Task requirements =
Return the lines of the data below in which the string "above" occurs.

Information provided =
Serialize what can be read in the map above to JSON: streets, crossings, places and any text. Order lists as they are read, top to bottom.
==
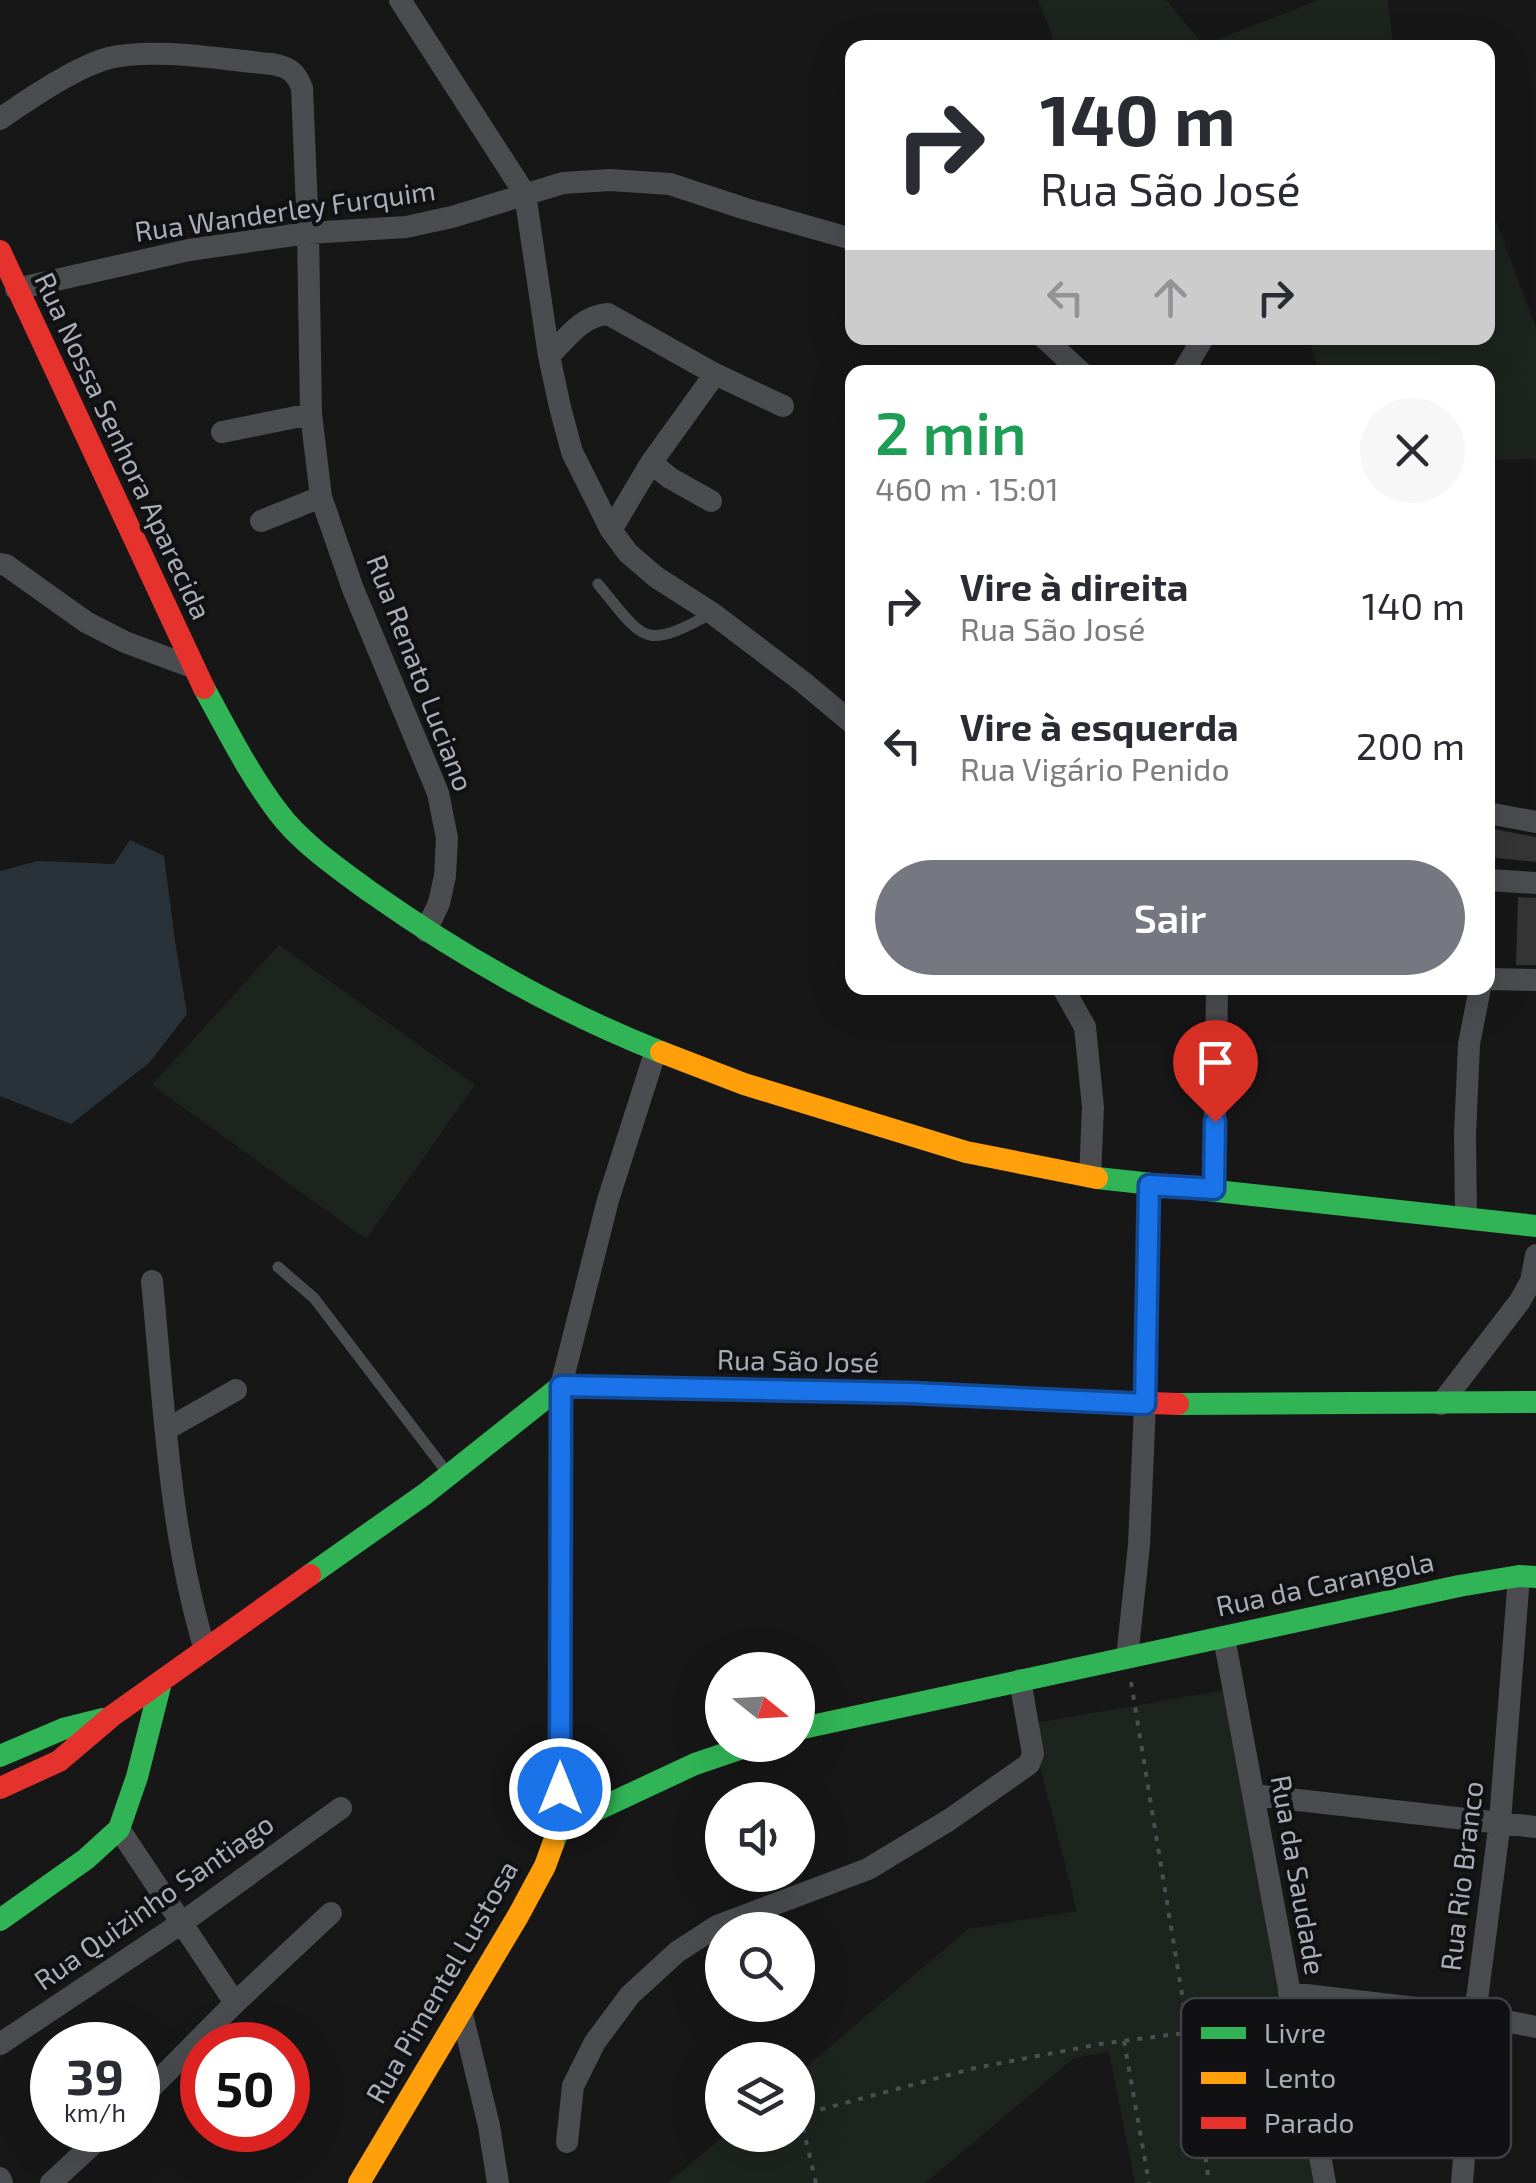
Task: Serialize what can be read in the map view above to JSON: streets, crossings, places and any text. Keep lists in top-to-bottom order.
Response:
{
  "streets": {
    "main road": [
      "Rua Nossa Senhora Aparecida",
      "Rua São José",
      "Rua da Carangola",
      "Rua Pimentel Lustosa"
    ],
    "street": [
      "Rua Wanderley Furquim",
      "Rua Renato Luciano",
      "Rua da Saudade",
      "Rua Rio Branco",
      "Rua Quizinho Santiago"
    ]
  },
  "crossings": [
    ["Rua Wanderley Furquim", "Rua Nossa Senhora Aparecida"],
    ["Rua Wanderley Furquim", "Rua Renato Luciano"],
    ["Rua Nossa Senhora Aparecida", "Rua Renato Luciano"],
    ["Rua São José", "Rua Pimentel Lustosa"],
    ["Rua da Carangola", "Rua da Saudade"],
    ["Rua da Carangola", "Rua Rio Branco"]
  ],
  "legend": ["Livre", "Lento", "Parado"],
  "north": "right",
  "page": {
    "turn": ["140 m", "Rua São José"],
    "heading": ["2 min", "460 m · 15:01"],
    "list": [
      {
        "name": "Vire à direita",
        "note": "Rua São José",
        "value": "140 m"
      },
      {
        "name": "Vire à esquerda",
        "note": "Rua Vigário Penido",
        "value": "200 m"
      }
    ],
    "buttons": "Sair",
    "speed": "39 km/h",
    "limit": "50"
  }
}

Your solution =
Serialize what can be read in the map above to JSON: streets, crossings, places and any text. Order lists as they are read, top to bottom.
Task: Serialize what can be read in the map view above to JSON: streets, crossings, places and any text. Keep lists in top-to-bottom order.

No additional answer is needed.